After every mission, you’ll be given a medal based on your performance in the mission. Some missions are on a pass or fail basis, but it’s all contextual. These medals determine how many upgrade points you get for completing the mission, so you can upgrade cars unlocked just by playing through missions. You can upgrade a car’s speed, grip, armor, and firepower. Your garage holds four cars and new cars will rotate in where old cars once sat, but you’ll have to upgrade the new cars as well. Scrap Metal constantly forces you to build up your garage and experiment with the different vehicle types in different races as the difficulty mounts.
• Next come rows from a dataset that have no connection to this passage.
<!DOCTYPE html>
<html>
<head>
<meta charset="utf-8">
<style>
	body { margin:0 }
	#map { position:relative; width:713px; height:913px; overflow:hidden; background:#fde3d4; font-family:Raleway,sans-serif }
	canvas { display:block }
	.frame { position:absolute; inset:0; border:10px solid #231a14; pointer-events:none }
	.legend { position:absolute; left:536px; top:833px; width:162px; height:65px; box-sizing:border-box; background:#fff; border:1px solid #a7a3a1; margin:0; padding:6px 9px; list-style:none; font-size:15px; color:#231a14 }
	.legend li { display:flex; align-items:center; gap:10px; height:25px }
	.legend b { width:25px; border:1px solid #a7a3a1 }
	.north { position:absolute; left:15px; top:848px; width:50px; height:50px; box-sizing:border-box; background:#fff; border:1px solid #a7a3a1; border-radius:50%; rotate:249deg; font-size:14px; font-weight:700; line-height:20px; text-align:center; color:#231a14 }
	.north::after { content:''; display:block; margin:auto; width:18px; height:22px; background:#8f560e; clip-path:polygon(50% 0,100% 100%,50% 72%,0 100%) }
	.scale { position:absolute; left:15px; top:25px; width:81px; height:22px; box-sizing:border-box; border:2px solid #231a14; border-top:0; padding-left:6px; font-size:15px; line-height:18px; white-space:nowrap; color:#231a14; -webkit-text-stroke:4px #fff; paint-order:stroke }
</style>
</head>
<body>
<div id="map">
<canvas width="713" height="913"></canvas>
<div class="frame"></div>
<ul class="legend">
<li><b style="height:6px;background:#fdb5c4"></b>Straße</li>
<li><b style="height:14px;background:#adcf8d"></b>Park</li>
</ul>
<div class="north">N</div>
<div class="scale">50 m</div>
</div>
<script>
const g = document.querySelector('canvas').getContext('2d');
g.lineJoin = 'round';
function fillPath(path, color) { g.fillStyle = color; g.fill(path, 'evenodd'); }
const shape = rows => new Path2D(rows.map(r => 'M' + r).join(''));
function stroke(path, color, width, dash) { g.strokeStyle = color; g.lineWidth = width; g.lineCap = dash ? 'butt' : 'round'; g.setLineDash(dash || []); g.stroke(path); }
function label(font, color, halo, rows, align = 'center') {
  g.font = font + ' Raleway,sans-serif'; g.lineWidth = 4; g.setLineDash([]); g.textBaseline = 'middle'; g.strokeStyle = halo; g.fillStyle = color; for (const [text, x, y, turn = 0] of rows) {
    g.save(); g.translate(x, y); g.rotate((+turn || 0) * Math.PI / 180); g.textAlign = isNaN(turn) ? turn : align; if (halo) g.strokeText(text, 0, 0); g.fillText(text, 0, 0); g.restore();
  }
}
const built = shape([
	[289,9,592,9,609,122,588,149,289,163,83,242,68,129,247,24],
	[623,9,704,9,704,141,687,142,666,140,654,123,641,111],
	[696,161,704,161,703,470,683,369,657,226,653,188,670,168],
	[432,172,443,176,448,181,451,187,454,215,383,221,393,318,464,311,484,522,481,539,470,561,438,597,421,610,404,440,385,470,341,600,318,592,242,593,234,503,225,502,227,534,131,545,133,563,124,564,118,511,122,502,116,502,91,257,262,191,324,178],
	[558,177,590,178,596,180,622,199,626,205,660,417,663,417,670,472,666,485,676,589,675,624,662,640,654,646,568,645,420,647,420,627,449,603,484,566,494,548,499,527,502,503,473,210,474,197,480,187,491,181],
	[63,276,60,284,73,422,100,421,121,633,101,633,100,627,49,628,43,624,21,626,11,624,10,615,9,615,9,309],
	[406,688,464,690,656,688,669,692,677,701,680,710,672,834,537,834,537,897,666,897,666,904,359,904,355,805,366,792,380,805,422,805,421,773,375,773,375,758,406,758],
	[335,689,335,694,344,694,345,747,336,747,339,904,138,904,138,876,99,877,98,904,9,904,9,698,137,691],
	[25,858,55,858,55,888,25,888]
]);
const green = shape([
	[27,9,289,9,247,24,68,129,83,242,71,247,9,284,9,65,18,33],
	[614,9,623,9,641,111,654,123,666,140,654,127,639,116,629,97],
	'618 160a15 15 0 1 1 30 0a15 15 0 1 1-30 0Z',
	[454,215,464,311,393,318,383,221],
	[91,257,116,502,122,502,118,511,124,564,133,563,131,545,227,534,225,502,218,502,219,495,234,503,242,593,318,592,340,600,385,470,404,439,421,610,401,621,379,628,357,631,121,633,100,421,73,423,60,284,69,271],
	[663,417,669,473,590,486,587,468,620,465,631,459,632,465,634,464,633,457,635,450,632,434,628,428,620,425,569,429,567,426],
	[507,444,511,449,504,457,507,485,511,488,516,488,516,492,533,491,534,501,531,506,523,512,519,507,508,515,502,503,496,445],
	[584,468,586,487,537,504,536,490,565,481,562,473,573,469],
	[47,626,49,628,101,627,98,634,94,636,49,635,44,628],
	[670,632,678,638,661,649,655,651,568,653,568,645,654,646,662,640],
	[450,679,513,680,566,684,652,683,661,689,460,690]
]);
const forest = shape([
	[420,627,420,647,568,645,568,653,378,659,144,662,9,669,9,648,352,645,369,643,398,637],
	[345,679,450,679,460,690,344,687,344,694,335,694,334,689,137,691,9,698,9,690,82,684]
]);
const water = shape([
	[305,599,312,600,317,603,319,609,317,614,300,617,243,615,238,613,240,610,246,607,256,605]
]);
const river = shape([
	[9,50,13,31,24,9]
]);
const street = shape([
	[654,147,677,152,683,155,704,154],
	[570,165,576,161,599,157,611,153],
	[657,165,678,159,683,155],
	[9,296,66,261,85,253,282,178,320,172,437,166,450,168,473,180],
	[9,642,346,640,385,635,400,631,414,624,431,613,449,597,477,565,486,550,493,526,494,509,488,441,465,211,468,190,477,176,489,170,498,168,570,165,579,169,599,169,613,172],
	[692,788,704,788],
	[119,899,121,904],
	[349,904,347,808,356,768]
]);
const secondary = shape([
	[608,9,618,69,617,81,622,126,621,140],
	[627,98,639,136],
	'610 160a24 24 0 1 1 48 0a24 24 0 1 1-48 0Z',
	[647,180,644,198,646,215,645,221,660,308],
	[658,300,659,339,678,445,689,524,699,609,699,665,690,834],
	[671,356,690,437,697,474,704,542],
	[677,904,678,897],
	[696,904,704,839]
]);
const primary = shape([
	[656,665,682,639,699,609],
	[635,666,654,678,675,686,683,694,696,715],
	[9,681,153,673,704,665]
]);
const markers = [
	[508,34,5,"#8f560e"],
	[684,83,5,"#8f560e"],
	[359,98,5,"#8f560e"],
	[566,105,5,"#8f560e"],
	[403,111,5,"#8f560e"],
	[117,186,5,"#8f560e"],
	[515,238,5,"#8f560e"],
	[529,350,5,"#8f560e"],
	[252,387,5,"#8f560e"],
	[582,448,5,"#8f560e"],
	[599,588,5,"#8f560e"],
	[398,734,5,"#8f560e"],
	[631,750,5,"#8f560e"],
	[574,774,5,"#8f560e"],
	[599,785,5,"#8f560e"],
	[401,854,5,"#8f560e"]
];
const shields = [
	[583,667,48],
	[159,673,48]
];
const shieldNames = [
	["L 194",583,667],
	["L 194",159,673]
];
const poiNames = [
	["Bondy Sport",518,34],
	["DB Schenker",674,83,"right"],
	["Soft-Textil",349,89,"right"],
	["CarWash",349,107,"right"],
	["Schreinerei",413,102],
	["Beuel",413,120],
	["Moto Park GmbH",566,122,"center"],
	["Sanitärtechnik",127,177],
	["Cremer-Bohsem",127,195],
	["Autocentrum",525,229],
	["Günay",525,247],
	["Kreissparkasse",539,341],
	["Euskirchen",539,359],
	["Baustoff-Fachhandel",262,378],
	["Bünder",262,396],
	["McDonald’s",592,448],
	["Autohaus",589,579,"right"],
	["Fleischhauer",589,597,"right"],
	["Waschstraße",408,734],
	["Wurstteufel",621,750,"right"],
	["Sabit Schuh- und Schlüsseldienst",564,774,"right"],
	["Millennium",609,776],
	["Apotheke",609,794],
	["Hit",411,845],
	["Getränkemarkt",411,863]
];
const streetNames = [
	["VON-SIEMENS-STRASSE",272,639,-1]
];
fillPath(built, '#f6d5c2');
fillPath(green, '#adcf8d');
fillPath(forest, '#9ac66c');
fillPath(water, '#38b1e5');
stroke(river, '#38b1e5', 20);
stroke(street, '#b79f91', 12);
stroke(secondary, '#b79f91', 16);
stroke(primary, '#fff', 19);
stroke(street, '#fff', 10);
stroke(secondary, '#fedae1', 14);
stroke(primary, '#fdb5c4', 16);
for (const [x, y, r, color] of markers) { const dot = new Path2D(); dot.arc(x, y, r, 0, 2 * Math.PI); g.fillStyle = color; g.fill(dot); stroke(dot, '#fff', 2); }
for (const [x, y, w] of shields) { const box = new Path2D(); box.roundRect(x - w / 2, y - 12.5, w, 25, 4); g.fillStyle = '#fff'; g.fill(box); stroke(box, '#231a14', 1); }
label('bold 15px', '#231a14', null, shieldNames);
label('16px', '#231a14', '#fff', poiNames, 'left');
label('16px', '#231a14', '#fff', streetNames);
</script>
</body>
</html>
[image2]Unfortunately, that difficulty builds unevenly; the first five race tracks are all fairly easy, but then you start to run into a wall. As the requirements surmount, so do the opponents. Suddenly, destroying 20 vehicles in 3 minutes seems ungodly because everyone is avoiding your big monster truck and gunning you down from behind. One boss in particular, Petrov Piston, had me throwing my controller to the ground. I don’t often curse at my video games, but when I finally beat that guy, I made sure he knew it.
After that, the remaining missions maintain a difficulty level fit only for John McClane. Couple that with a terrible arcade rock soundtrack only Shadow the Hedgehog could love and you’ve got a recipe for some horrifically frustrating gameplay time. Huh, you know it said Scrap Metal couldn’t move, entertain, or scare, and it’s done all of these over the course of this review!
I was really entertained by the mission variety; I was so moved by the difficulty scale that I through my controller, and I was horrified by the soundtrack. I know that doesn’t sound all-too-great, but Scrap Metal is a pretty decent game overall. There’s plenty of fun to be had in its arcade throwback design and even more hours of gameplay to share online in multiplayer. If you’re looking for something to relax and just have fun with, Scrap Metal is your game.